Uranio impoverito, Vittime del dovere ed equiparati

Riconoscimento dello status di vittima del dovere per un militare esposto a uranio impoverito: nota a sentenza della Corte d’Appello di Cagliari

Con sentenza di riforma integrale, la Corte d’Appello di Cagliari ha accolto l’appello proposto da un militare dell’Esercito Italiano, da me assistito, riconoscendogli lo status di soggetto equiparato alle vittime del dovere ai sensi della normativa vigente (L. n. 266/2005, D.P.R. n. 243/2006).

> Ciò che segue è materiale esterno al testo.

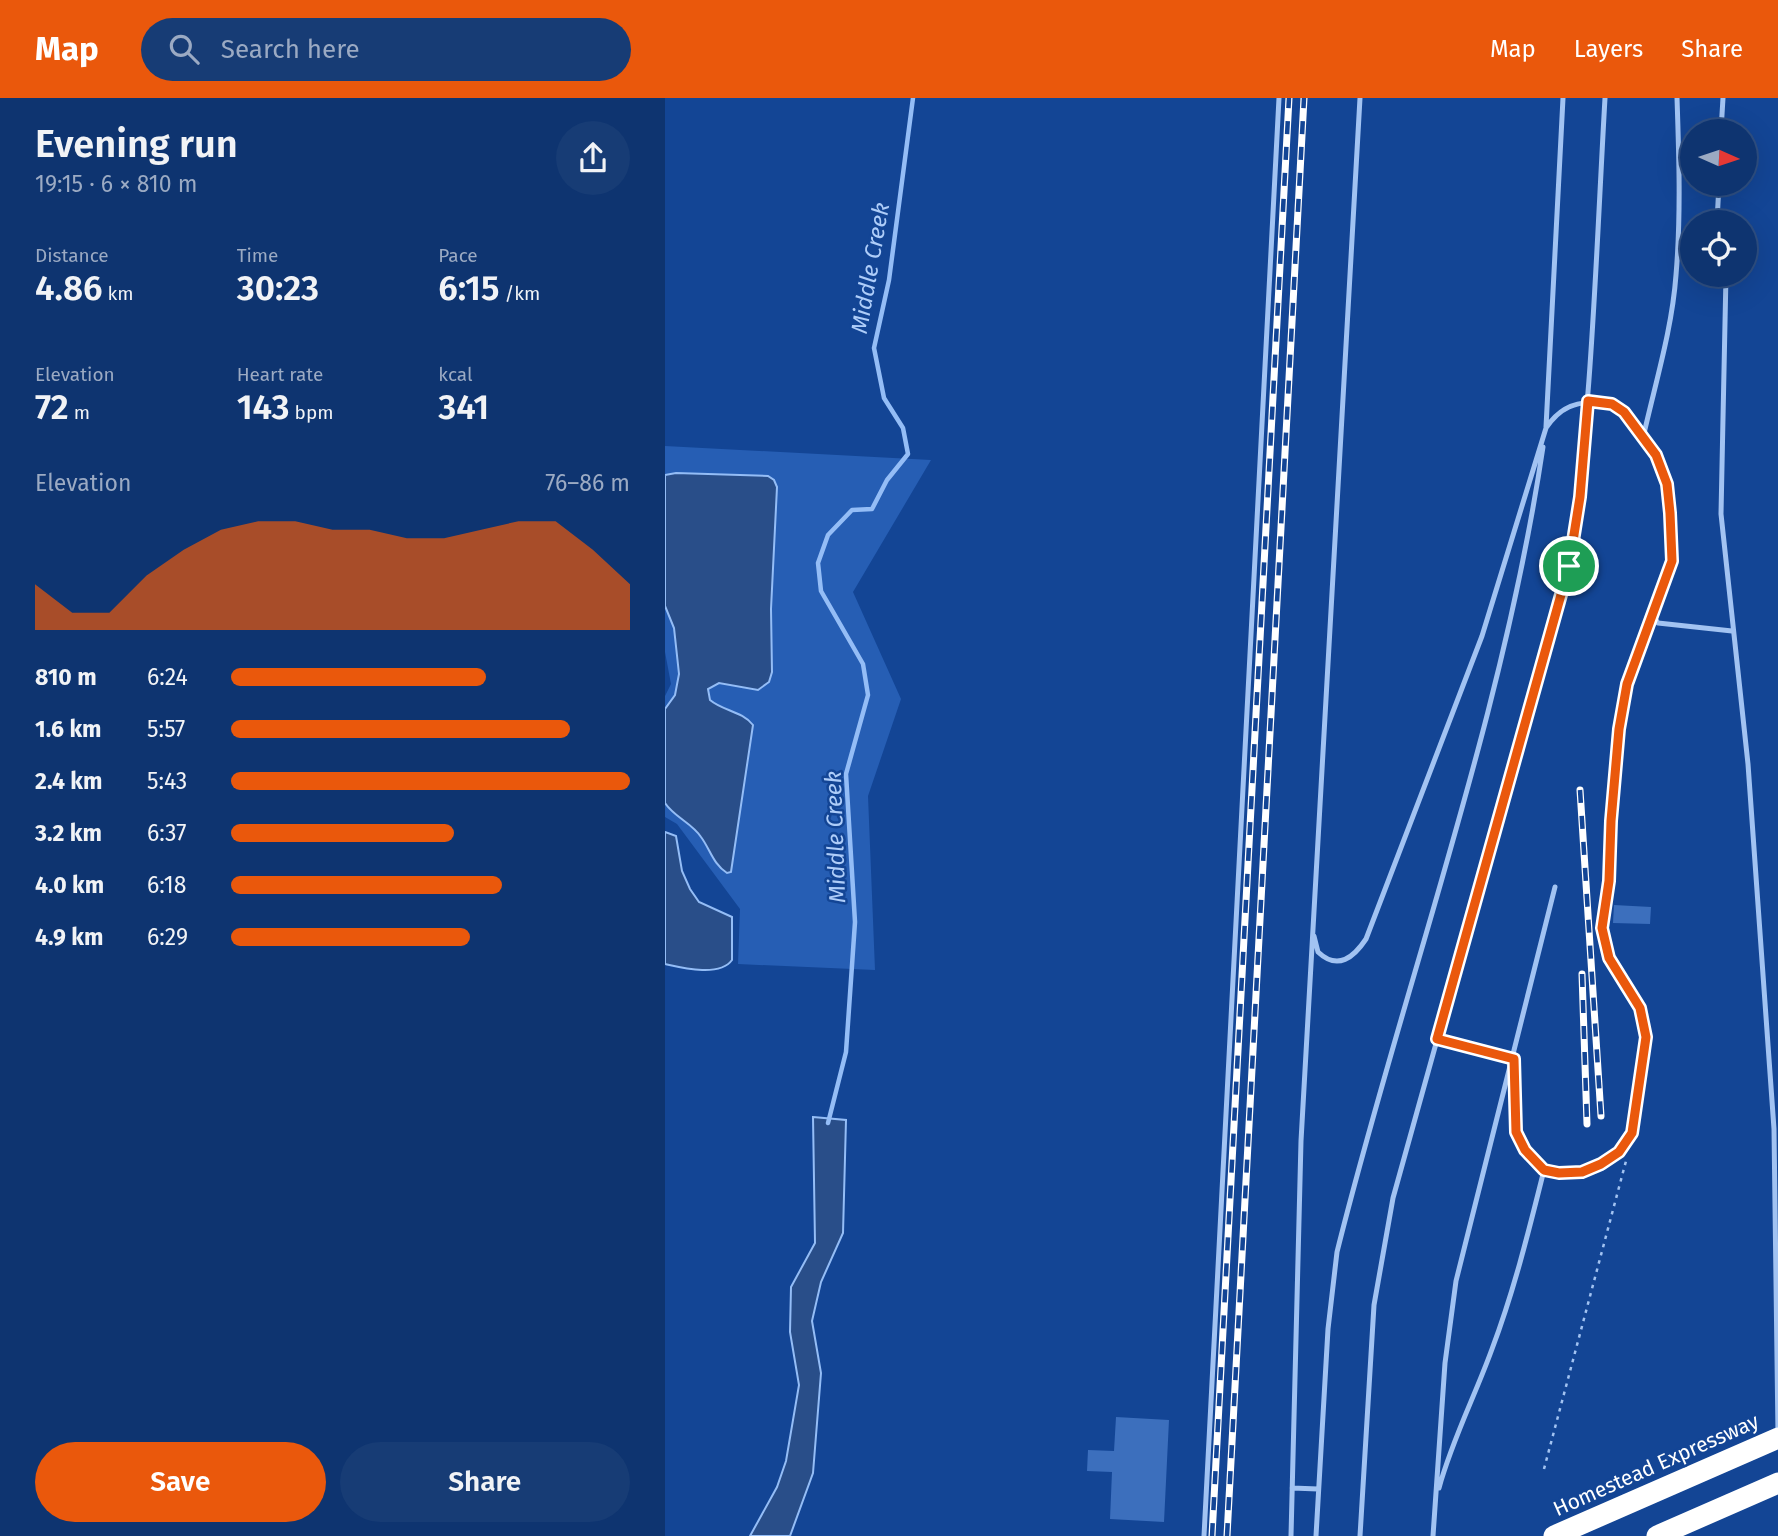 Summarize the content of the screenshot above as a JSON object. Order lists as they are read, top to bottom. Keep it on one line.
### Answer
{"streets":{"highway":["Homestead Expressway"]},"water":["Middle Creek"],"north":"right","page":{"header":"Map","search":"Search here","nav":["Map","Layers","Share"],"heading":["Evening run","19:15 · 6 × 810 m"],"stats":[["Distance","4.86 km"],["Time","30:23"],["Pace","6:15 /km"],["Elevation","72 m"],["Heart rate","143 bpm"],["kcal","341"]],"chart":["Elevation","76–86 m"],"list":[{"name":"810 m","note":"6:24"},{"name":"1.6 km","note":"5:57"},{"name":"2.4 km","note":"5:43"},{"name":"3.2 km","note":"6:37"},{"name":"4.0 km","note":"6:18"},{"name":"4.9 km","note":"6:29"}],"buttons":["Save","Share"]}} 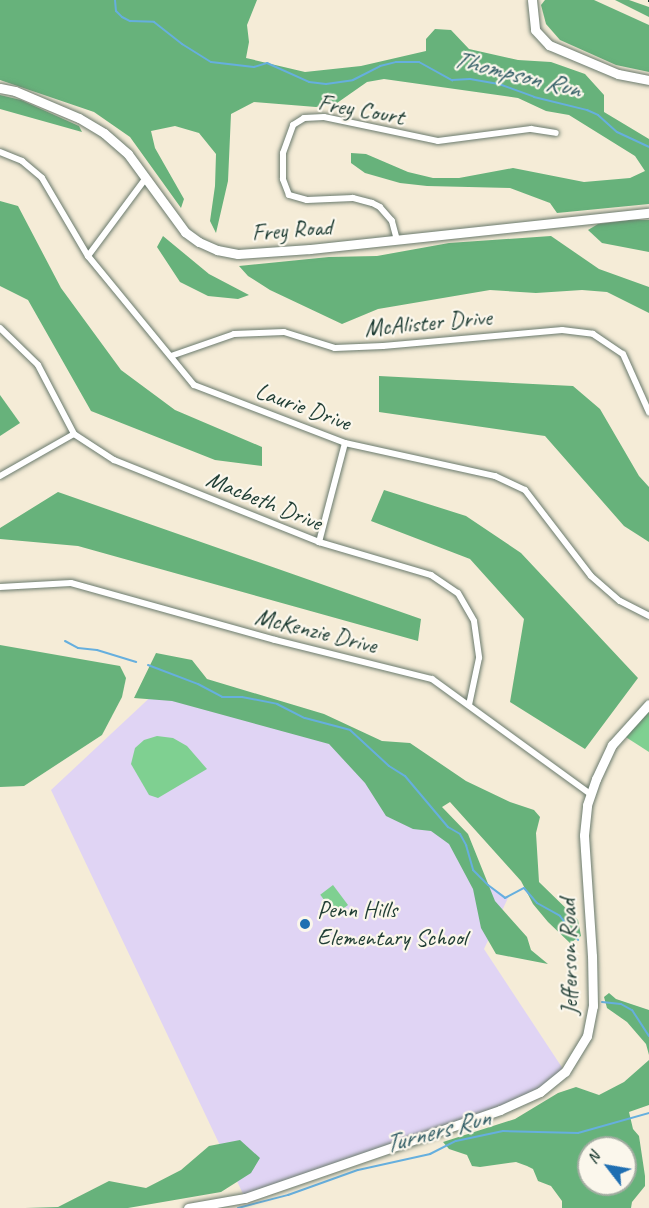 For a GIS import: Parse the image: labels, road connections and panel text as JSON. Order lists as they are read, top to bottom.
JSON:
{
  "streets": {
    "street": [
      "Frey Court",
      "Frey Road",
      "McAlister Drive",
      "Laurie Drive",
      "Macbeth Drive",
      "McKenzie Drive",
      "Jefferson Road"
    ]
  },
  "crossings": [
    ["Frey Court", "Frey Road"],
    ["McAlister Drive", "Laurie Drive"],
    ["Macbeth Drive", "McKenzie Drive"],
    ["McKenzie Drive", "Jefferson Road"]
  ],
  "water": ["Thompson Run", "Turners Run"],
  "places": ["Penn Hills Elementary School"],
  "north": "top left"
} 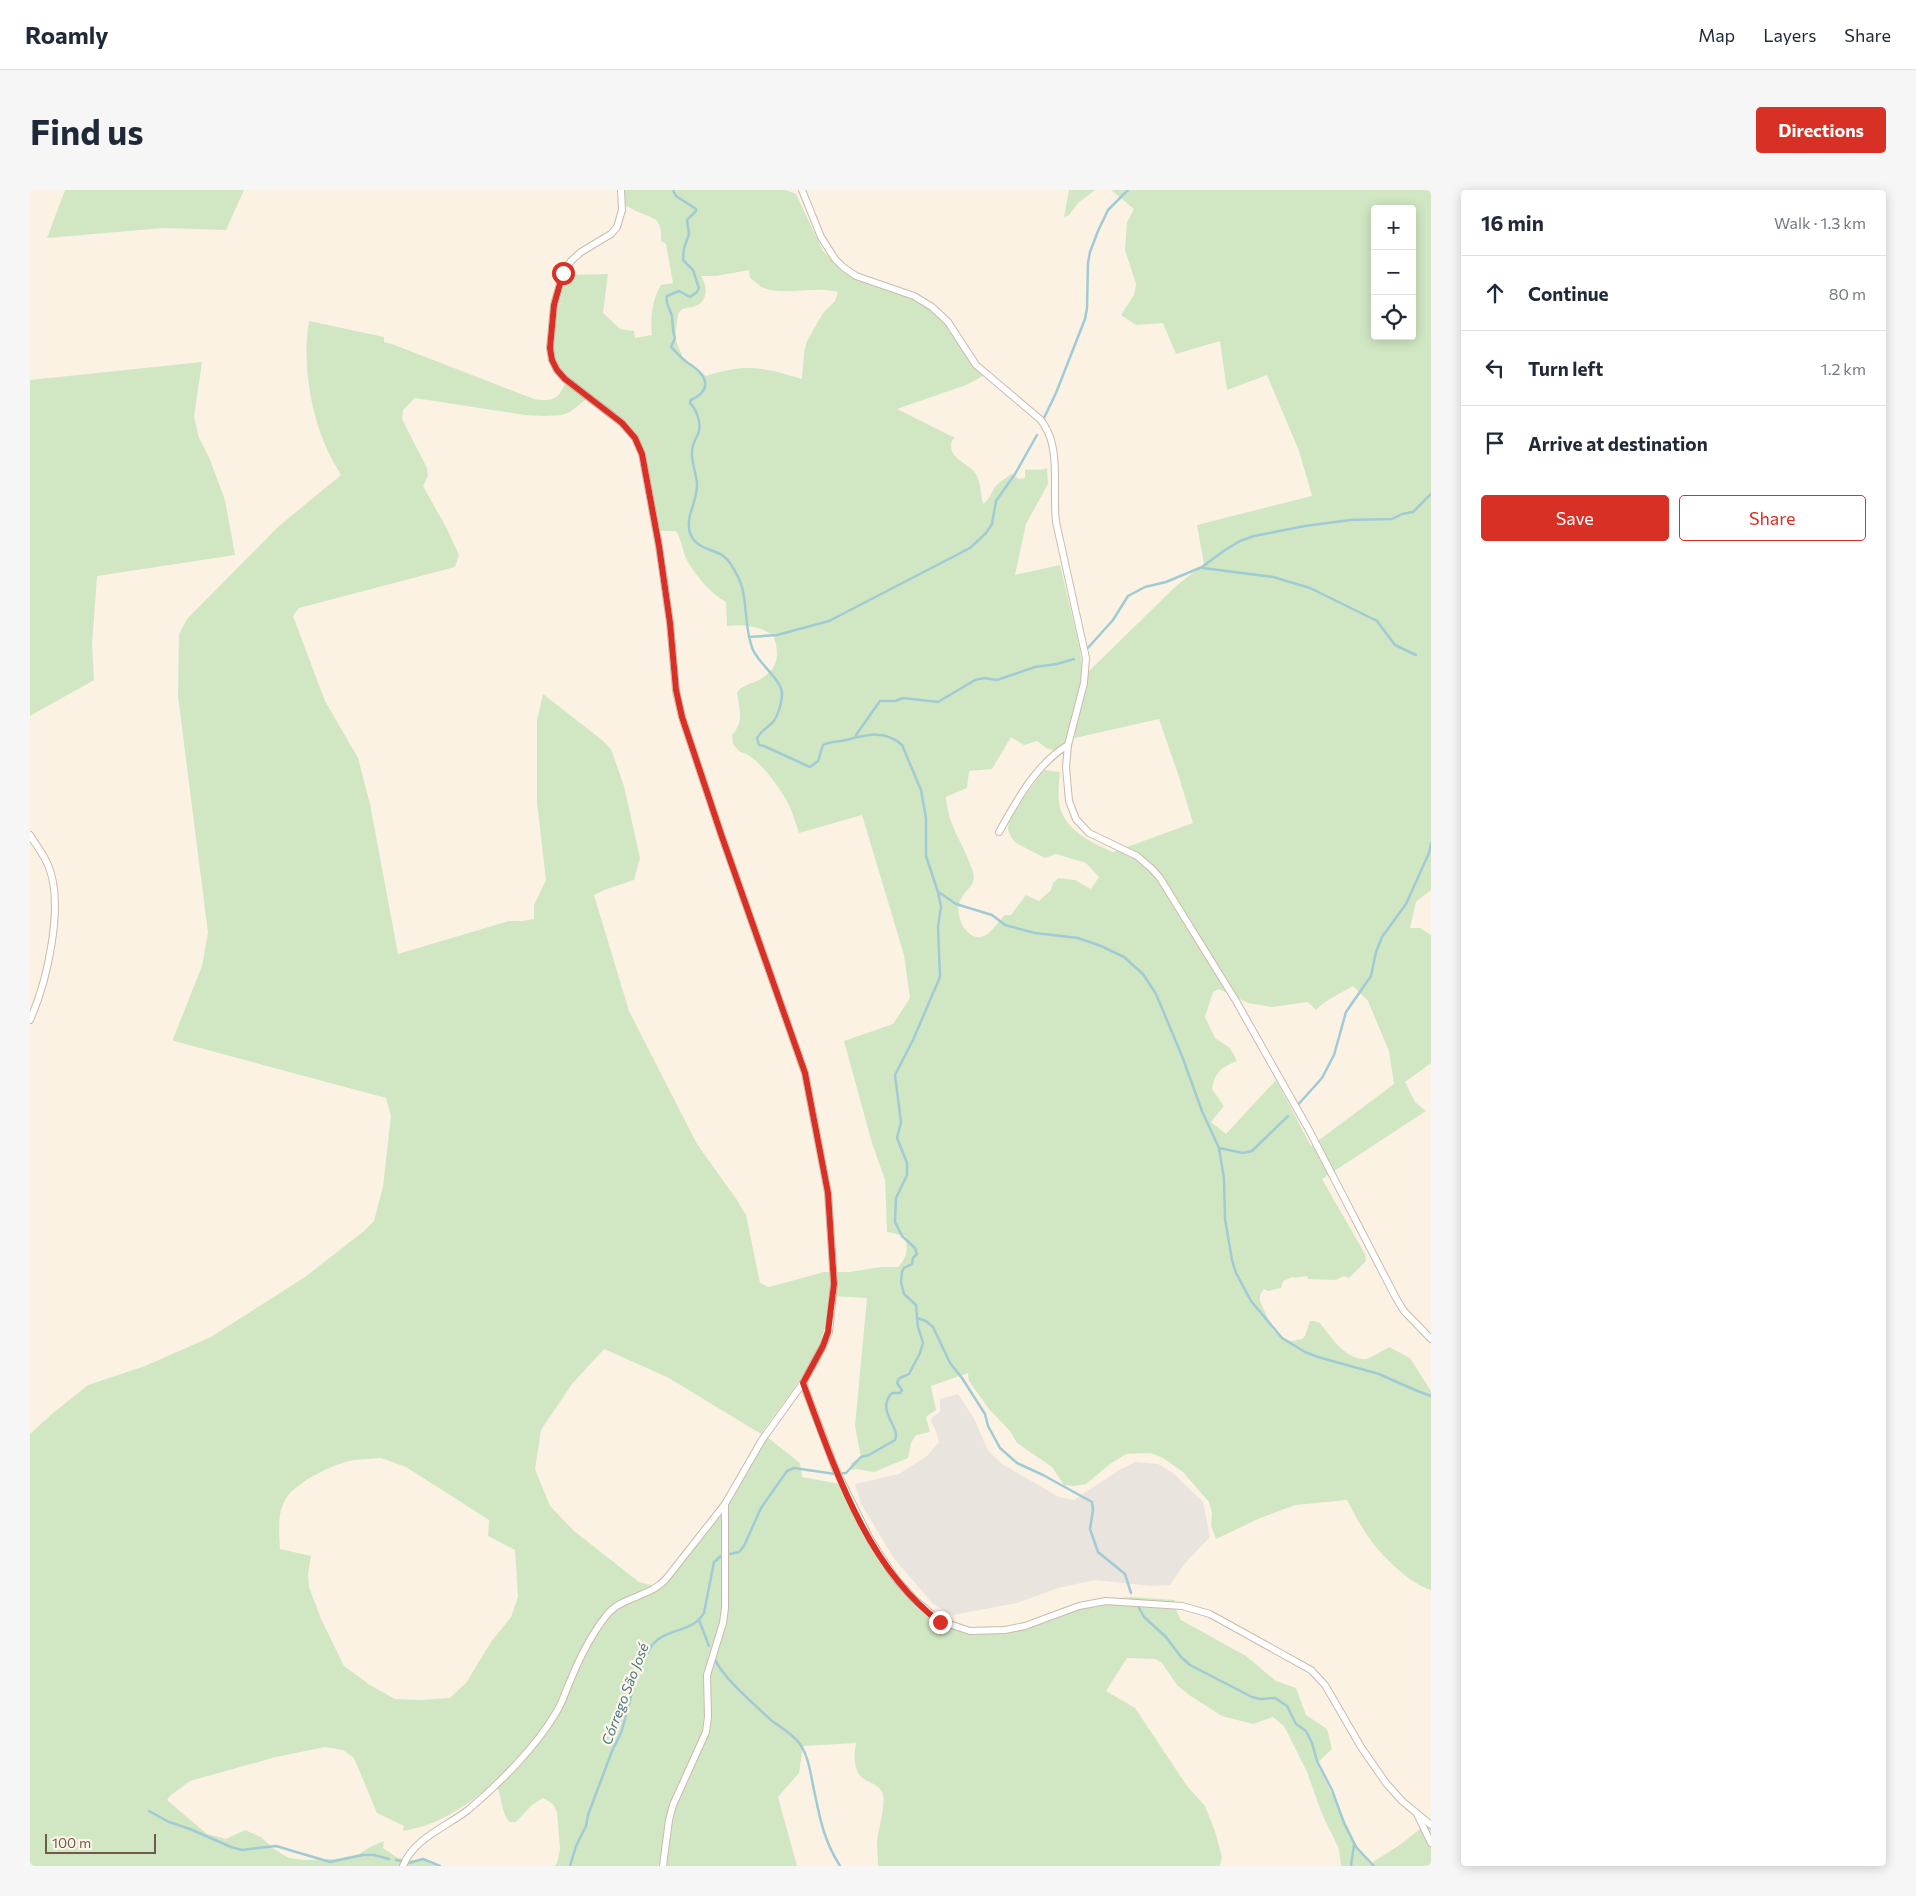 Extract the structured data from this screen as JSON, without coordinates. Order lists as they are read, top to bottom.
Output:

L’organo giudicante ha riformato la pronuncia di primo grado che aveva escluso il nesso causale tra l’attività svolta in missioni militari (nei Balcani, in Iraq e nei poligoni di addestramento in Italia) e la grave patologia neoplastica contratta dal ricorrente (carcinoma embrionario testicolare con secondarismi, trattato chirurgicamente e con chemioterapia).

Principi affermati dalla Corte

1. Rilevanza dell’esposizione prolungata ad agenti tossici: la Corte ha valorizzato le risultanze medico-legali (verbale della Commissione Medica Militare che attestava un’invalidità dell’80%) e le indagini scientifiche (biopsie ed esami ematici che rilevavano nanoparticelle di origine esogena, come cromo, rame e zinco).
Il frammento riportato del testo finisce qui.